What the task asks:
Within the data below, count the lines that include "Larivière" and give only the count.

Source data:

Content starts

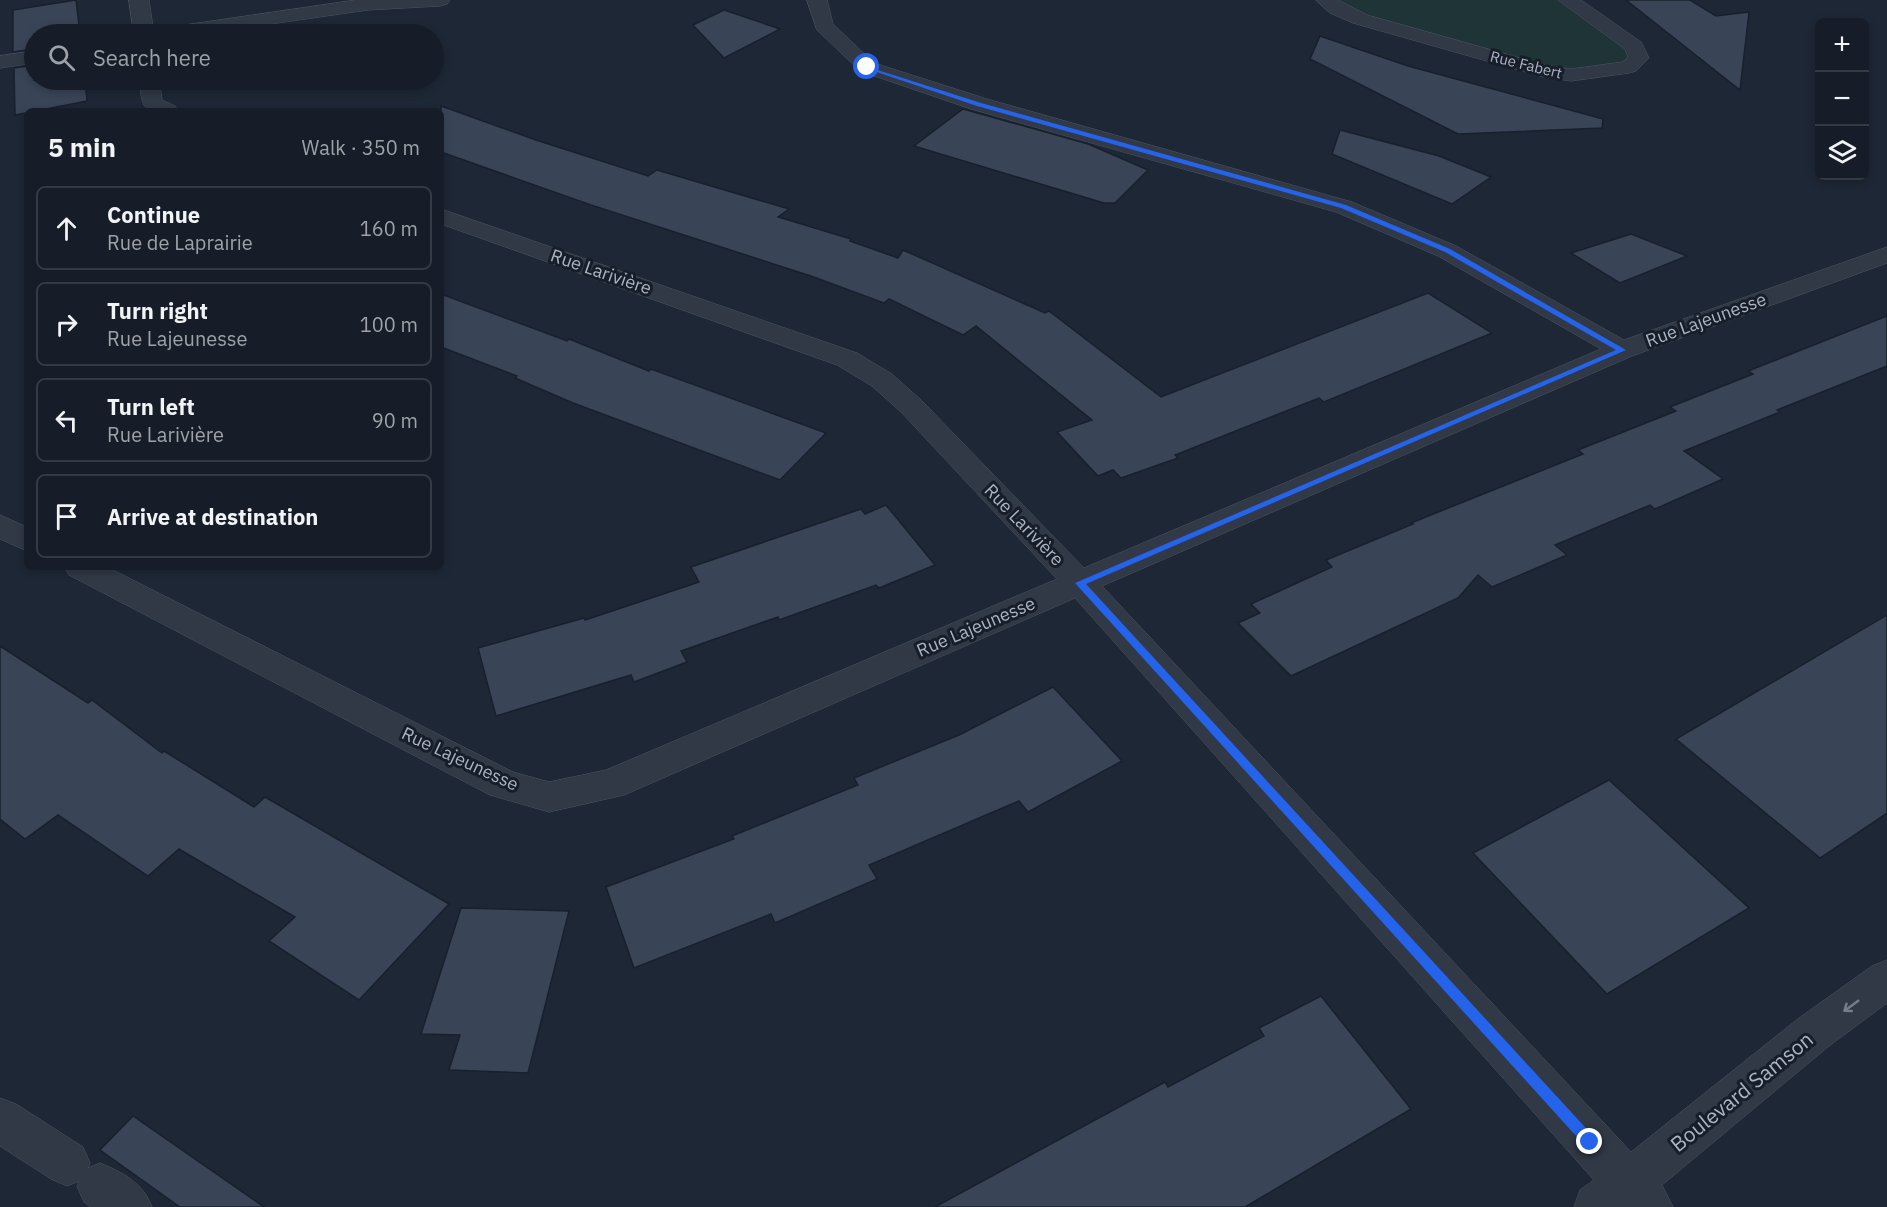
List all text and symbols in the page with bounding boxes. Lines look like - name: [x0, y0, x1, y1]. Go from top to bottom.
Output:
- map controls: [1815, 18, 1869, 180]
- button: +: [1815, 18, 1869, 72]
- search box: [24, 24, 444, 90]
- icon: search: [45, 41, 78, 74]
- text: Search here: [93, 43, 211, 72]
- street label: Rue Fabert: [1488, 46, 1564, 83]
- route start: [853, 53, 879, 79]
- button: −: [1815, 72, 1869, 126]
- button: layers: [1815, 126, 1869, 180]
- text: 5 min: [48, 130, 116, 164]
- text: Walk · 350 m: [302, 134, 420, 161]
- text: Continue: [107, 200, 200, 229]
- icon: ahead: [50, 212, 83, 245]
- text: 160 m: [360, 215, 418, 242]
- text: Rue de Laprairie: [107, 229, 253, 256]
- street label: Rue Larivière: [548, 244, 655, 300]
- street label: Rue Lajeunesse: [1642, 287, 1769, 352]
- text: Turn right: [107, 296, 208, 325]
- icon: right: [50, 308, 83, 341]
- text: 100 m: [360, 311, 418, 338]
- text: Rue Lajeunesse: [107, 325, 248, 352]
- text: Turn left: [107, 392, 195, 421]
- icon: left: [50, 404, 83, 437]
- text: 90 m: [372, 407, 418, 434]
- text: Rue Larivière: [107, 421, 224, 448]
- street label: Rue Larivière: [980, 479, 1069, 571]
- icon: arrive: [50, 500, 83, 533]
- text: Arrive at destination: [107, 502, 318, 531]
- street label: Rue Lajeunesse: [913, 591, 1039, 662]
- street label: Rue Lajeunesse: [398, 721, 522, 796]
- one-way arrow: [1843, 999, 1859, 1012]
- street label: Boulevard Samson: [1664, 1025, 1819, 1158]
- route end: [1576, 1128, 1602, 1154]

Content ends

Reply:
3